Making internal state functional

by Stephen Compall on May 10, 2016

technical

This is the ninth of a series of articles on “Type Parameters and Type Members”.

Scala’s CanBuildFrom API is relatively well-founded and flexible; in combination with GADTs, it can provide that flexibility in a fully type-safe way, if users choose not to circumvent it with typecasting.

However, it is designed in a purely mutable way; you cannot write a useful CanBuildFrom that does not rely on mutation, and you cannot use the API externally in a functional way.

Let’s design an alternative to CanBuildFrom that makes sense in a purely functional context, allowing both implementers and users to avoid unsightly mutation.

Spoiler warning! Our first pass will have one glaring inelegance. We will use concepts from previous articles in Type Parameters and Type Members to “invert the abstraction”, which will greatly simplify the design. Once you’re comfortable with the “inversion”, you can skip the intermediate step and use this technique directly in your own designs.

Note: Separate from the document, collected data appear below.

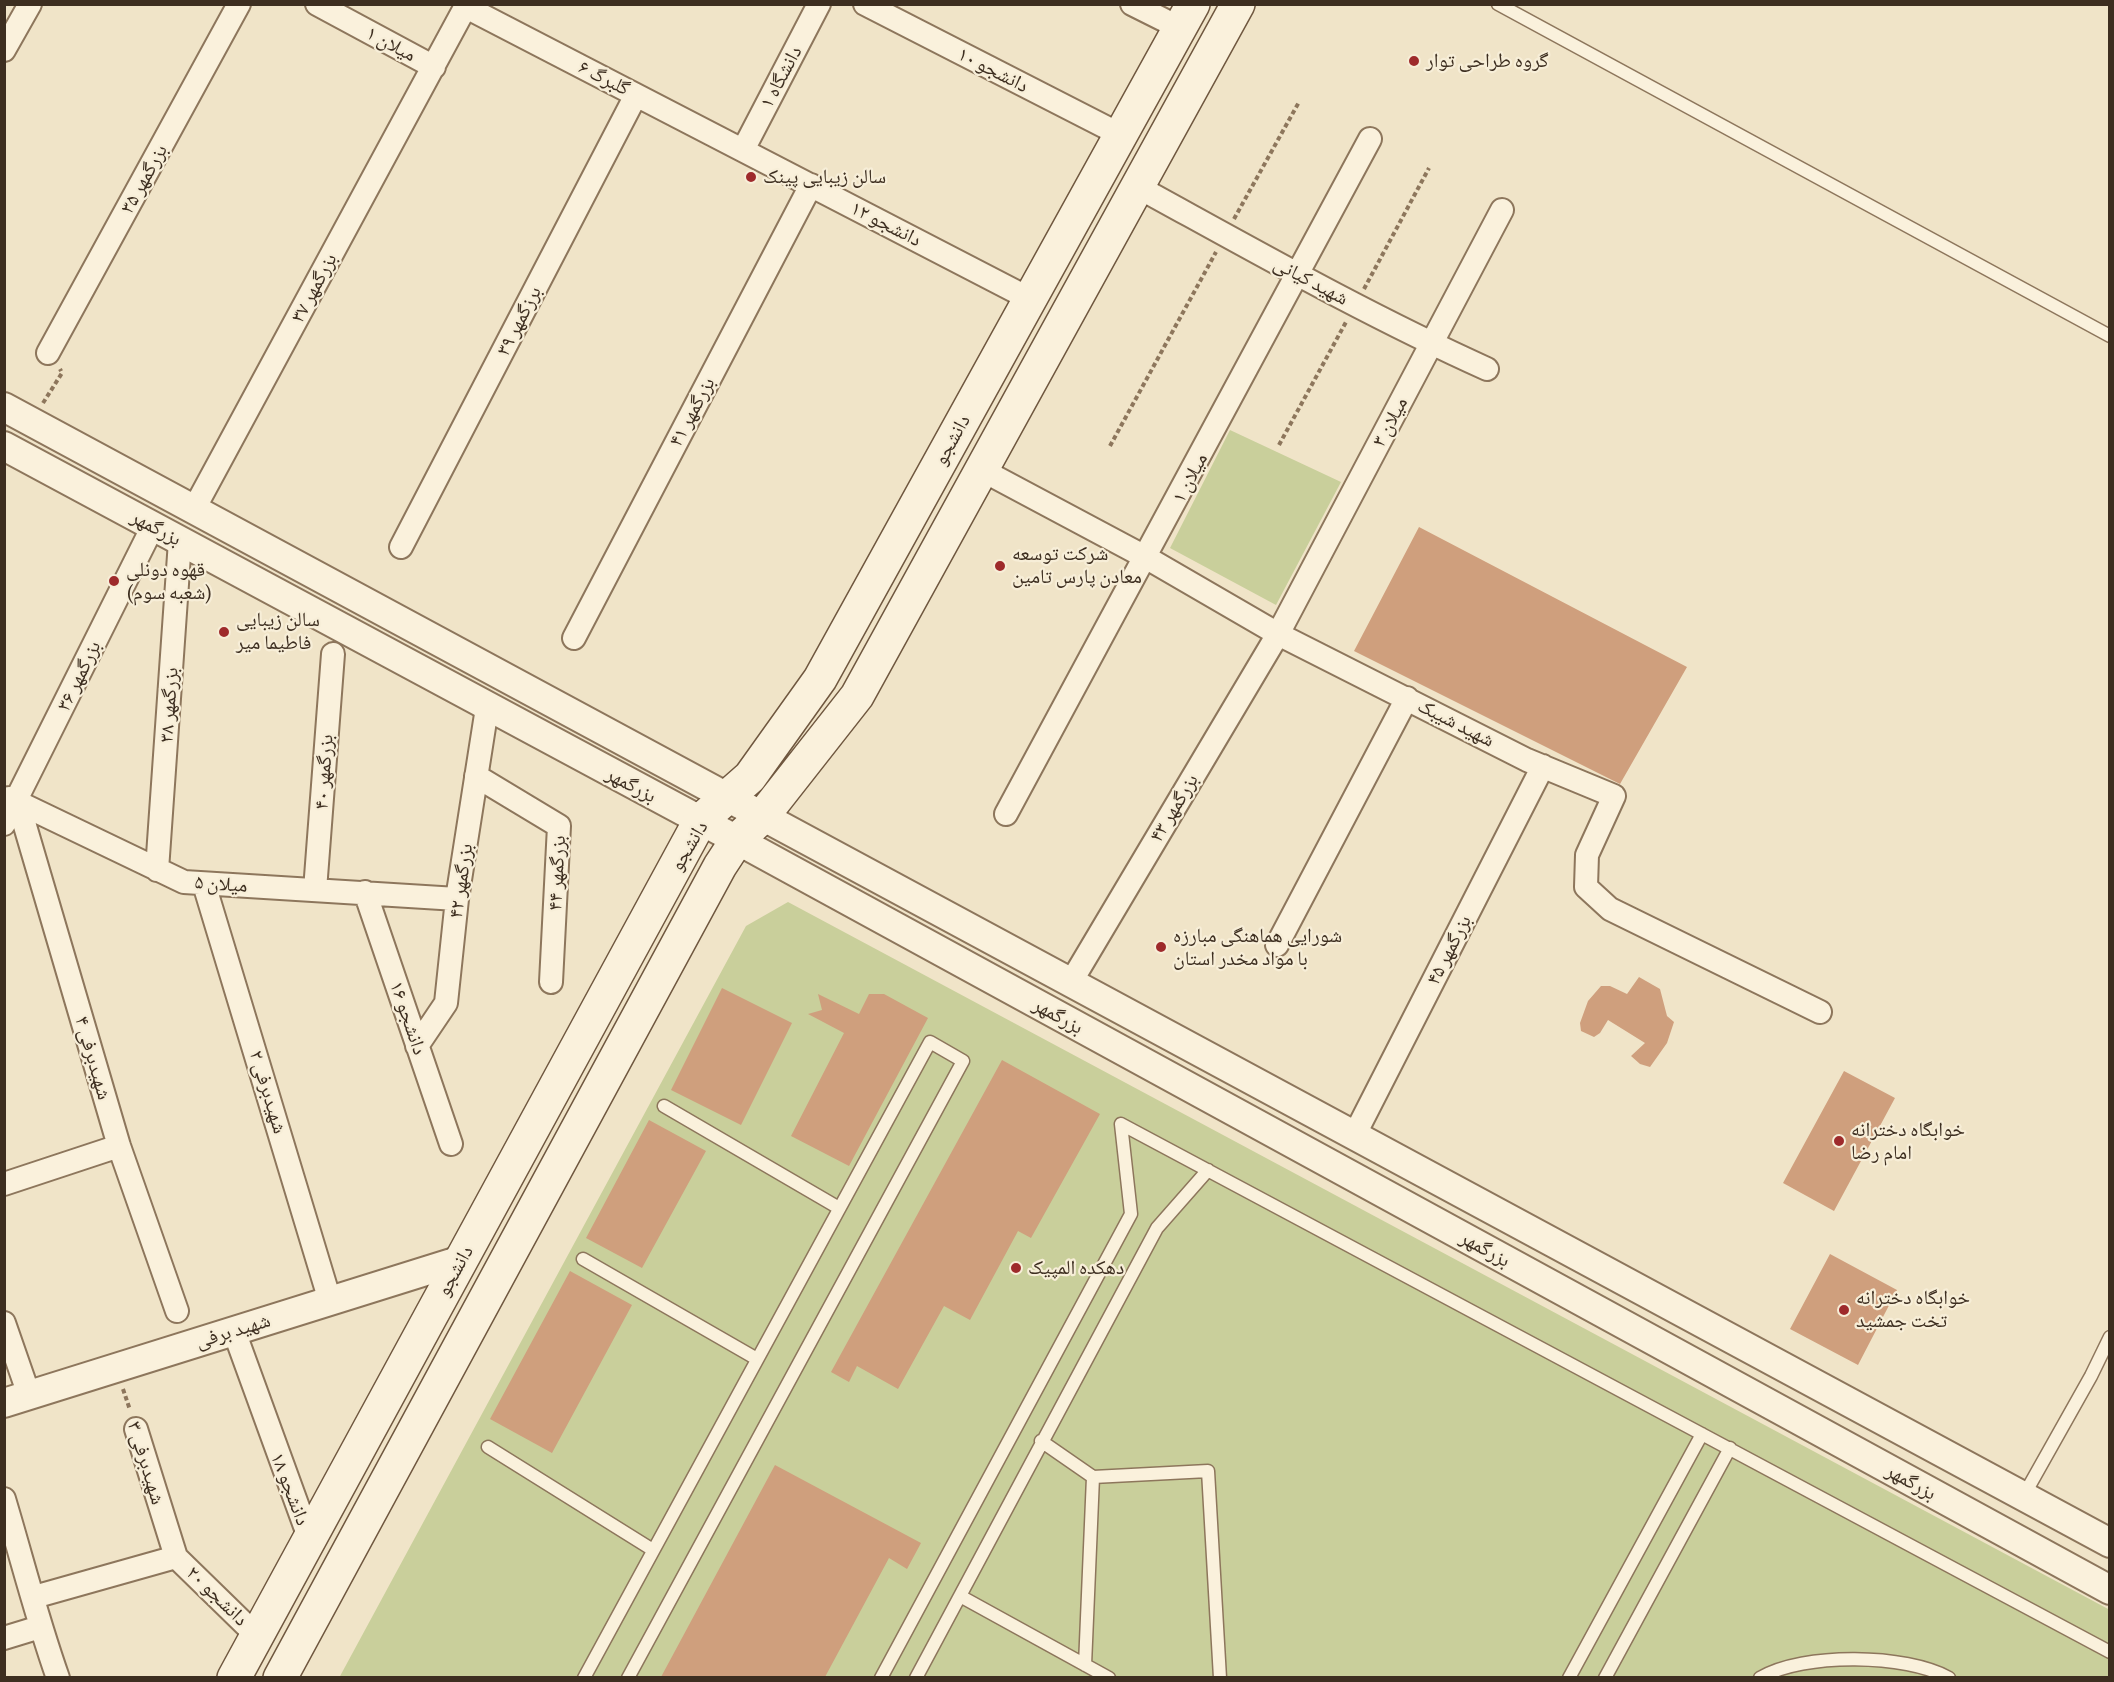 <!DOCTYPE html>
<meta charset="utf-8">
<style>
body{margin:0}
#map{position:relative;width:2114px;height:1682px;overflow:hidden;background:#f0e4c8;font-family:"Crimson Pro",serif}
canvas{display:block}
.frame{position:absolute;inset:0;border:6px solid #3d2e20;pointer-events:none}
</style>
<div id="map">
<canvas width="2114" height="1682"></canvas>
<div class="frame"></div>
</div>
<script>
const context = document.querySelector('canvas').getContext('2d');
context.lineJoin = 'round';
function fill(path, color) {
  context.fillStyle = color;
  context.fill(path, 'evenodd');
}
function stroke(path, color, width, dash) {
  context.strokeStyle = color;
  context.lineWidth = width;
  context.lineCap = dash ? 'butt' : 'round';
  context.setLineDash(dash || []);
  context.stroke(path);
}
function drawText(font, color, halo, rows, align = 'center') {
  context.font = font + ' "Crimson Pro","Noto Naskh Arabic",serif';
  context.lineWidth = 4.5;
  context.setLineDash([]);
  context.textBaseline = 'middle';
  context.strokeStyle = halo;
  context.fillStyle = color;
  for (const [text, x, y, turn = 0] of rows) {
    context.save();
    context.translate(x, y);
    context.rotate((+turn || 0) * Math.PI / 180);
    context.textAlign = isNaN(turn) ? turn : align;
    if (halo) context.strokeText(text, 0, 0);
    context.fillText(text, 0, 0);
    context.restore();
  }
}
fill(new Path2D(`
 M 1230,430 L 1341,482 L 1276,605 L 1170,548 Z
 M 788,902 L 2110,1610 L 2109,1678 L 339,1678 L 746,926 Z`), '#c9cf9b');
fill(new Path2D(`
 M 1419,527 L 1687,667 L 1620,784 L 1354,651 Z
 M 1639,977 L 1660,989 L 1667,1016 L 1674,1022 L 1667,1043 L 1650,1067 L 1640,1064 L 1631,1056 L 1645,1043 L 1608,1020 L 1600,1033 L 1594,1037 L 1581,1031 L 1580,1023 L 1588,1001 L 1601,986 L 1610,986 L 1627,994 Z
 M 722,988 L 792,1023 L 741,1125 L 671,1090 Z
 M 818,994 L 859,1014 L 869,994 L 884,994 L 928,1018 L 849,1166 L 791,1136 L 844,1033 L 808,1014 L 822,1010 Z
 M 1002,1060 L 1100,1114 L 1031,1238 L 1018,1231 L 970,1320 L 944,1306 L 898,1389 L 857,1366 L 849,1382 L 831,1372 Z
 M 1844,1071 L 1895,1098 L 1834,1211 L 1783,1183 Z
 M 649,1120 L 706,1151 L 642,1268 L 586,1238 Z
 M 1830,1254 L 1897,1290 L 1858,1365 L 1790,1329 Z
 M 570,1271 L 632,1305 L 552,1453 L 490,1419 Z
 M 775,1465 L 921,1543 L 907,1569 L 889,1558 L 825,1677 L 661,1677 Z`), '#cf9f7d');
const service = new Path2D(`
 M 1498,4 L 2110,336
 M 664,1106 L 839,1208
 M 1121,1124 L 2110,1652
 M 583,1259 L 757,1359
 M 1041,1441 L 1093,1477
 M 488,1447 L 653,1550
 M 2023,1497 L 2091,1376 L 2110,1337
 M 960,1596 L 1109,1678
 M 1085,1665 L 1093,1477 L 1208,1471 L 1220,1678
 M 584,1678 L 930,1042 L 963,1061 L 628,1678
 M 881,1678 L 1131,1214 L 1121,1124
 M 916,1678 L 1157,1228 L 1208,1170
 M 1569,1678 L 1702,1434
 M 1605,1678 L 1730,1448
 M 1760,1678 C 1804,1652 1906,1654 1949,1678`);
const minor = new Path2D(`
 M 317,4 L 434,67
 M 865,4 L 1121,135
 M 1132,4 L 1180,28
 M 466,7 L 1030,299
 M 4,50 L 30,4
 M 743,150 L 819,4
 M 1138,187 C 1253,250 1367,315 1487,369
 M 48,353 L 239,4
 M 982,470 L 1147,558 L 1278,634 L 1527,760 L 1614,796 L 1587,855 L 1586,887 L 1610,909 L 1820,1012
 M 194,509 L 467,4
 M 401,547 L 636,95
 M 574,638 L 811,185
 M 476,776 L 559,826 L 551,982
 M 9,798 L 184,882 L 457,899
 M 18,802 L 119,1146 L 177,1311
 M 1006,814 L 1370,139
 M 4,824 L 153,526
 M 157,870 L 180,541
 M 204,884 L 330,1301
 M 315,890 L 333,654
 M 365,892 L 451,1144
 M 1277,945 L 1407,698
 M 1071,982 L 1278,634 L 1502,210
 M 417,1046 L 446,1003 L 457,899 L 487,708
 M 1355,1134 L 1543,766
 M 4,1184 L 119,1146
 M 4,1323 L 29,1395
 M 234,1331 L 310,1540
 M 136,1429 L 176,1557 L 257,1636
 M 4,1499 C 22,1559 37,1619 58,1678
 M 34,1597 L 176,1557
 M 4,1638 L 40,1627`);
const tertiary = new Path2D(`
 M 4,407 L 2110,1543
 M 4,446 L 737,840 L 2110,1590
 M 4,1403 L 461,1260`);
const secondary = new Path2D(`
 M 234,1678 L 700,821 L 750,777 L 820,679 L 1193,4
 M 280,1678 L 720,866 L 737,840 L 762,817 L 857,696 L 1238,4`);
stroke(service, '#8d765c', 15);
stroke(minor, '#8d765c', 26);
stroke(tertiary, '#8d765c', 32);
stroke(secondary, '#6f573f', 36);
stroke(new Path2D(`
 M 1234,219 L 1299,102
 M 1364,289 L 1429,168
 M 43,403 L 62,373 L 60,369
 M 1279,445 L 1346,322
 M 1110,446 L 1216,252
 M 123,1389 L 130,1410`), '#8d765c', 4, [4.5, 3]);
stroke(service, '#faf1dc', 12);
stroke(minor, '#faf1dc', 22);
stroke(tertiary, '#faf1dc', 28);
stroke(secondary, '#faf1dc', 33);
for (const [x, y, r, color] of [
 [1414,61,6,"#9e2a2b"],
 [751,177,6,"#9e2a2b"],
 [1000,566,6,"#9e2a2b"],
 [114,581,6,"#9e2a2b"],
 [224,632,6,"#9e2a2b"],
 [1161,947,6,"#9e2a2b"],
 [1839,1141,6,"#9e2a2b"],
 [1016,1268,6,"#9e2a2b"],
 [1844,1310,6,"#9e2a2b"]
]) {
  const dot = new Path2D();
  dot.arc(x, y, r, 0, 2 * Math.PI);
  context.fillStyle = color;
  context.fill(dot);
  stroke(dot, '#f7eed8', 2);
}
drawText('20px', '#3d2e20', '#f7eed8', [
 ["میلان ۱",391,44,28],
 ["دانشجو ۱۰",993,70,27],
 ["دانشگاه ۱",781,77,-62],
 ["گلبرگ ۶",604,78,27],
 ["بزرگمهر ۳۵",144,179,-61],
 ["دانشجو ۱۲",886,224,27],
 ["شهید کیانی",1311,281,28],
 ["بزرگمهر ۳۷",314,288,-62],
 ["برزگمهر ۳۹",519,321,-63],
 ["بزرگمهر ۴۱",692,412,-62],
 ["میلان ۳",1390,422,-62],
 ["دانشجو",952,440,-61],
 ["میلان ۱",1190,478,-62],
 ["بزرگمهر",156,528,28],
 ["بزرگمهر ۳۶",79,676,-64],
 ["بزرگمهر ۳۸",169,705,-86],
 ["شهید شیبک",1456,723,27],
 ["بزرگمهر ۴۰",324,772,-86],
 ["بزرگمهر",631,785,28],
 ["بزرگمهر ۴۳",1174,808,-59],
 ["دانشجو",689,846,-59],
 ["بزرگمهر ۴۴",557,873,-87],
 ["بزرگمهر ۴۲",461,881,-82],
 ["میلان ۵",221,884,4],
 ["بزرگمهر ۴۵",1449,950,-63],
 ["بزرگمهر",1058,1016,29],
 ["دانشجو ۱۶",408,1018,71],
 ["شهیدبرفی ۴",93,1058,74],
 ["شهیدبرفی ۲",268,1092,73],
 ["بزرگمهر",1485,1249,29],
 ["دانشجو",455,1271,-61],
 ["شهید برفی",233,1331,-17],
 ["شهیدبرفی ۳",146,1463,73],
 ["بزرگمهر",1911,1482,29],
 ["دانشجو ۱۸",290,1489,69],
 ["دانشجو ۲۰",217,1596,44]
]);
drawText('20px', '#3d2e20', '#f7eed8', [
 ["گروه طراحی توار",1426,61],
 ["سالن زیبایی پینک",763,177],
 ["شرکت توسعه",1012,554],
 ["معادن پارس تامین",1012,577],
 ["قهوه دونلی",126,570],
 ["(شعبه سوم)",126,593],
 ["سالن زیبایی",236,620],
 ["فاطیما میر",236,643],
 ["شورایی هماهنگی مبارزه",1173,936],
 ["با مواد مخدر استان",1173,959],
 ["خوابگاه دخترانه",1851,1130],
 ["امام رضا",1851,1153],
 ["دهکده المپیک",1028,1268],
 ["خوابگاه دخترانه",1856,1298],
 ["تخت جمشید",1856,1321]
], 'left');
</script>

Disallowing functional approaches

The pattern of use of CanBuildFrom is

  1. apply the CBF to produce a Builder.
  2. Call += and ++= methods to “fill up” the Builder.
  3. Call result to “finalize” or “commit” to the final structure.
import collection.generic.CanBuildFrom

val cbf = implicitly[CanBuildFrom[Nothing, Int, List[Int]]]
val b = cbf()
b += 3
b ++= Seq(4, 5)
b.result()

res0: List[Int] = List(3, 4, 5)

Let’s set aside that this is only suited to eager collections, not lazy ones like Stream. You can tell the problem by types: += and ++= have the return type this.type. Effectively, this means that if their implementations are purely functional, all they can do is return this:

  def +=(elem: Elem) = this
  def ++=(elems: TraversableOnce[Elem]) = this

Aside from the informal contract of Builder, which suggests that calls to these methods perform a side effect, the types enforce that they must perform any useful work by means of side effects.

Returning this.type permits these methods to be called in a superficially functional style:

b.+=(3)
 .++=(Seq(4, 5))
 .result()

res1: List[Int] = List(3, 4, 5)

This retouch is only skin-deep, and can’t repair the defect making CanBuildFrom unsuitable for functional programs, but it implies that a functional alternative lurks nearby. Let’s go looking for it.

Step 1: explicit Builder state

First, we need to take the essential mutation out of Builder. That means it needs to provide an initial state, and the other methods must use it as a parameter and return value.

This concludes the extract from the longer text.